С тех пор запил отец и лет через семь помер. Жил Яков с сестрёнкой и бабушкой, а когда ему сравнялось пятнадцать лет, старуха отправилась вслед сыну и невестке… Рано пришлось Якову брать на свои плечи главную заботу о хлебе.
Никакого иного дела, кроме охоты, он не выносил. Тяжёлая лошадиная работа, за которую платились деньги, обещала в конце концов увечье и смерть. Охота часто выходила неудачной, но человек зато становился сильным, зорким и добрым, как и следует ему быть. Она давала право взять у пушных купцов хлеба в долг до будущего лесования, в счёт той дичи, которая ещё безмятежно бродила в лесу. А лесные компании и купцы-чердынцы отродясь никому не платили денег за сосны на корню…
В деревне над Яшкой посмеивались: чудной из него получался человек. Лесовал по-непутёвому, уходя так далеко, куда не проникал ни один охотник, блуждал в парме[1] с покрова до весны и, хотя добыча не всегда окупала трудные его пути, с каждым годом уходил дальше — к Удорским лесам, а то за сотни вёрст на Илыч, где спелая белка тучей ходила в кедраче и стаи непуганого зверья ждали своего часа. Якова тянуло куда-то вдаль, а куда — он и сам не знал. Лесные глубины заманивали его своей тайной, непонятными инстинктами, властвующими в парме, ещё не разгаданными повадками какого-то неведомого зверя…

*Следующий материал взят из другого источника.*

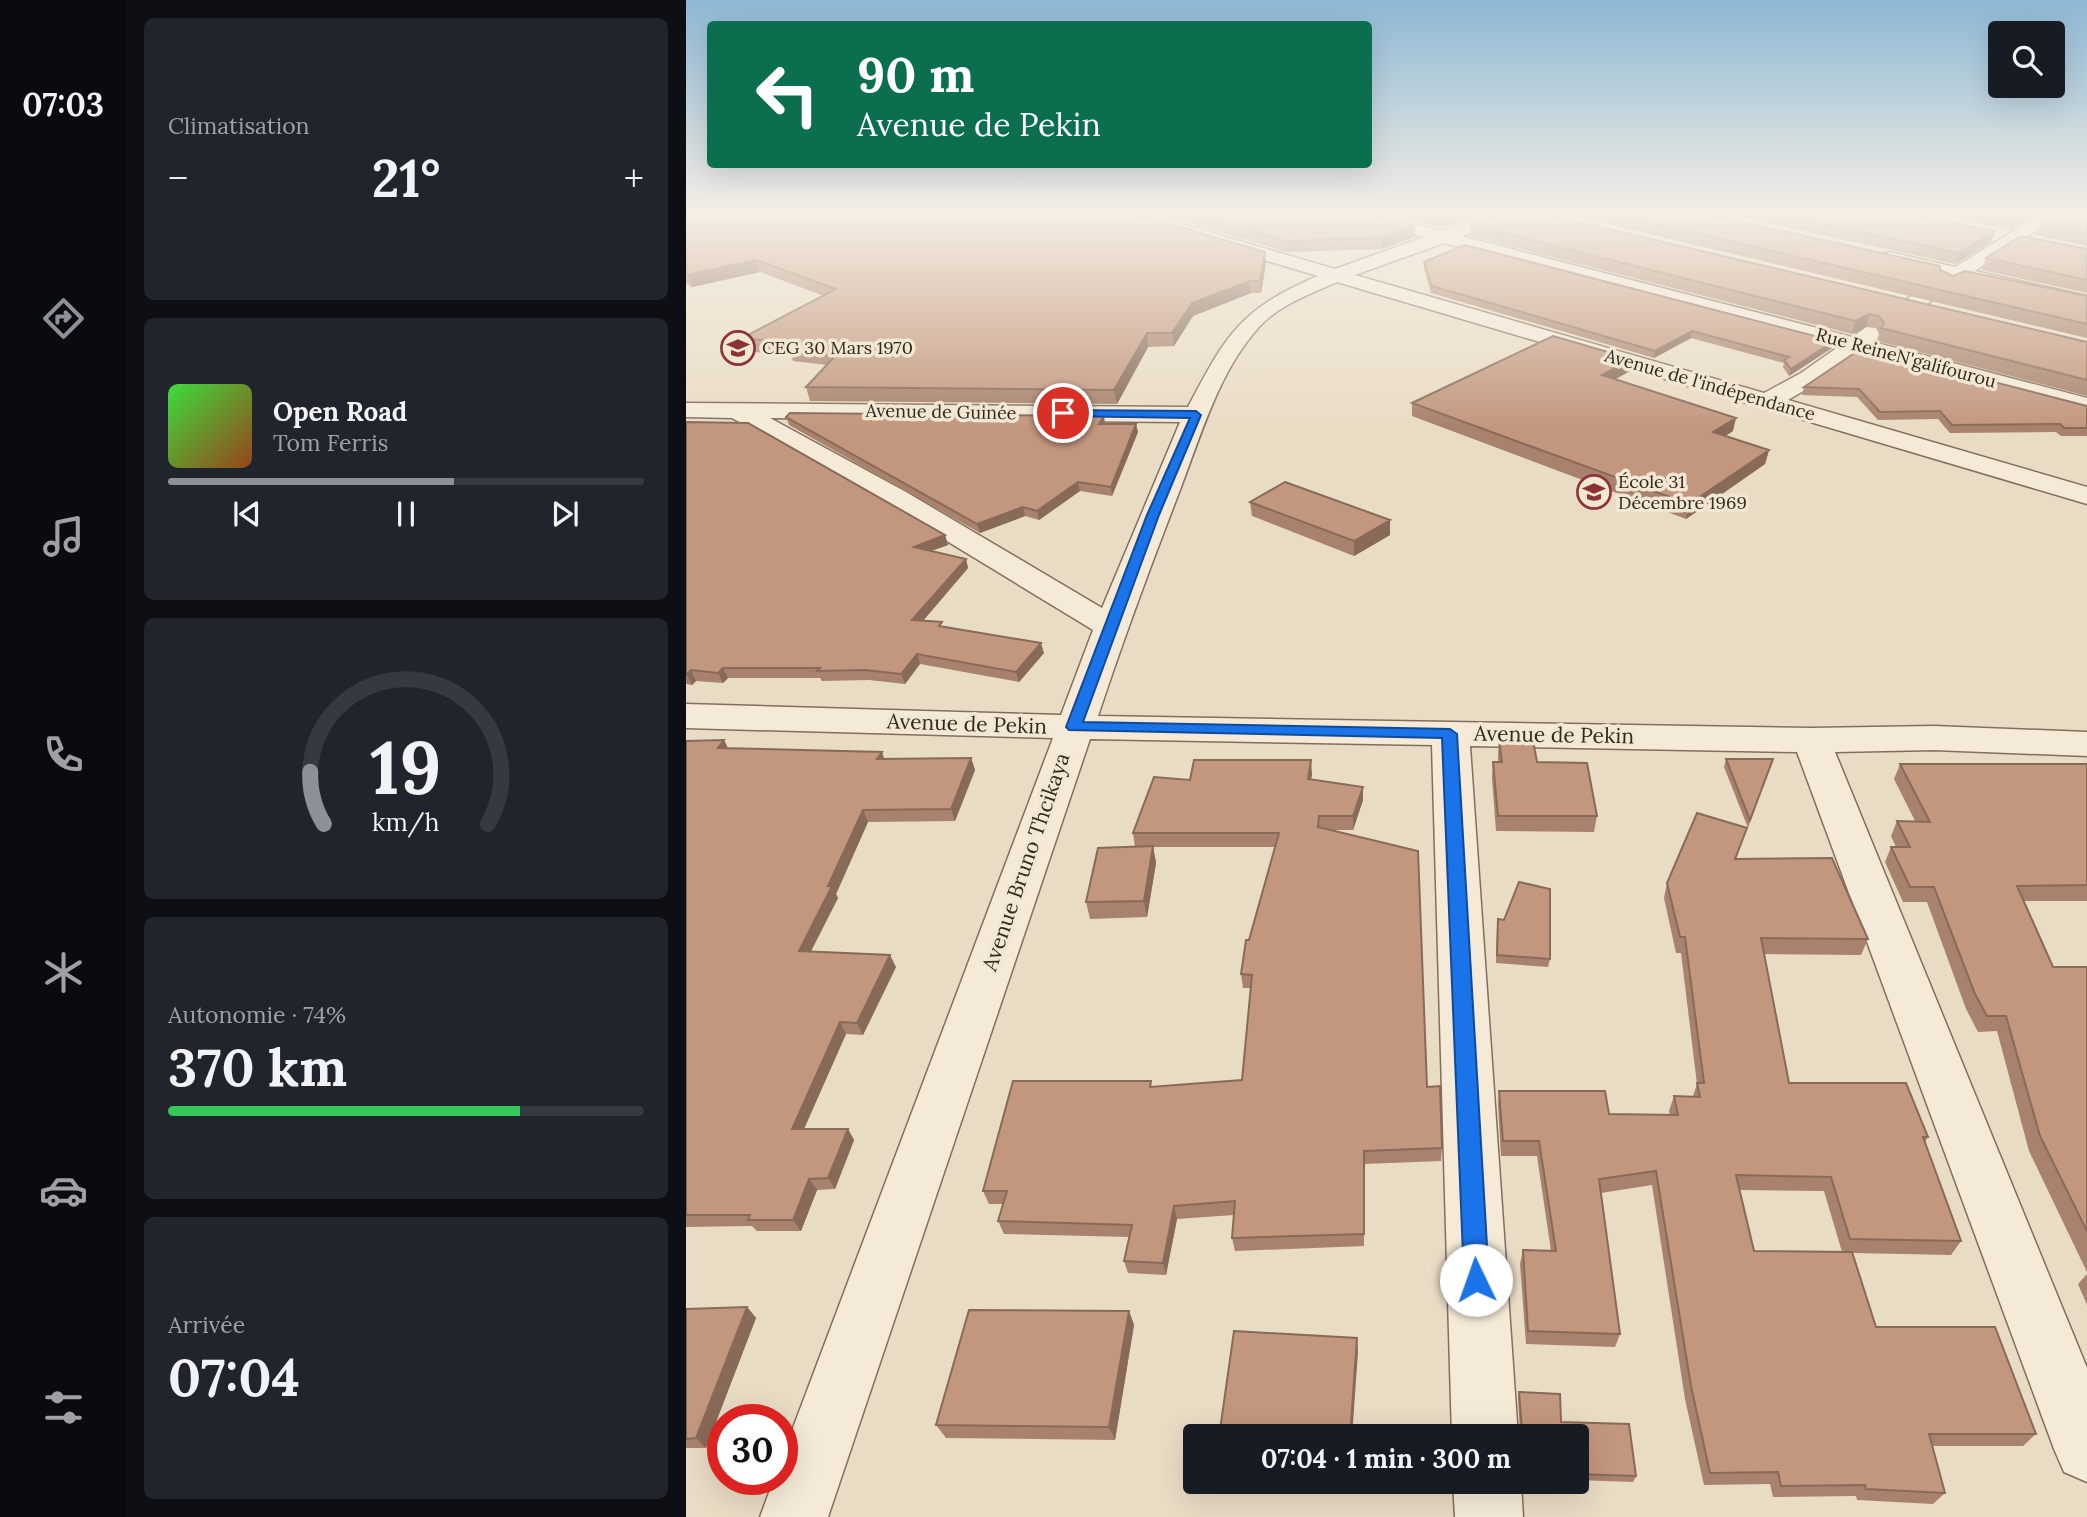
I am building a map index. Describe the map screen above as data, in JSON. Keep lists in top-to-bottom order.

— Ну и что ж, разгадал ли? — спросил себя старик и почувствовал острую боль в коленях. Как же он не заметил, что стоит ими на горбатом корневище, бессознательно сжимая в ладони хвойную вершинку? Стоит, как перед исповедью, запрокинув голову вверх, к облакам?
Сверху несмело закрапал дождь, стало мокро. Старик выпустил из руки упругий зелёный чубчик, поплёлся к дому.

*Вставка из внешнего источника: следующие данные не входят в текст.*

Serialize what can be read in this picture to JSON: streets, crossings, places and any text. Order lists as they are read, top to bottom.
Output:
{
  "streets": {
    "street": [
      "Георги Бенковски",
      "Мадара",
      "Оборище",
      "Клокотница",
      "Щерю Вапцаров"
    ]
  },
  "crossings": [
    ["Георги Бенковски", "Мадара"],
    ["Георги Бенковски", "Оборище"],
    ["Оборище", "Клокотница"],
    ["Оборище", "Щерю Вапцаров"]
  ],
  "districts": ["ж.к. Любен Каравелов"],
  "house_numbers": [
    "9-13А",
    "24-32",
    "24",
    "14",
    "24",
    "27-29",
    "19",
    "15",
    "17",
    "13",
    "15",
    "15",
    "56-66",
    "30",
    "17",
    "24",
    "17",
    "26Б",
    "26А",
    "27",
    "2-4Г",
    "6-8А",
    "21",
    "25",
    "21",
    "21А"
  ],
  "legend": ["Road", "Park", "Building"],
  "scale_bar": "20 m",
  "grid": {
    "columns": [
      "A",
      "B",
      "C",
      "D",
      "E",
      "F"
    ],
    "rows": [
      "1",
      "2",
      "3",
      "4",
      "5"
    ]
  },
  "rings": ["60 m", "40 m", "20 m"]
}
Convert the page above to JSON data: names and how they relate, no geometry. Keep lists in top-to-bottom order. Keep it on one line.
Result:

В избе пахло самоваром, Любкиными духами. За ситцевой занавеской по-лошадиному фыркал Илья, гремел умывальником. Значит, пришёл с работы.
Дверца в голбец[2] была приоткрыта. Оттуда вышла пунцовая Любка с плотно сжатыми губами, молча, неслышно скользнула в избе и поставила ка стол туесок с брусничным вареньем. Мать, склонившись над загнеткой в печи, с силой передёрнула плечьми: старик понял — яростно загремела заслонкой. Запах щей перебил тонкий аромат духов и углей в самоваре.
— Хлеба нарежь, что стоишь-то! — крикнула мать.
— Барыня… — насмешливо заметил Илья, протягивая вперёд мокрые огромные руки.
Любка метнулась к посудному шкафчику, бросила оттуда на руки отца расшитое полотенце и принялась резать каравай, тонко, ломтик к ломтику.
Обедали молча. Илья выламывал мякиш, подкладывал старику, сам доедал корки. Опорожнив миску, ждал, пока положат глухаря с кашей.
Ели по-культурному — каждому тарелка. Мать раскладывала мясо, потом по ложке гречневой каши. Над Любкиной тарелкой помедлила, срезала дочку недобрым взглядом, однако положила столько, как всем, даже с прибавкой.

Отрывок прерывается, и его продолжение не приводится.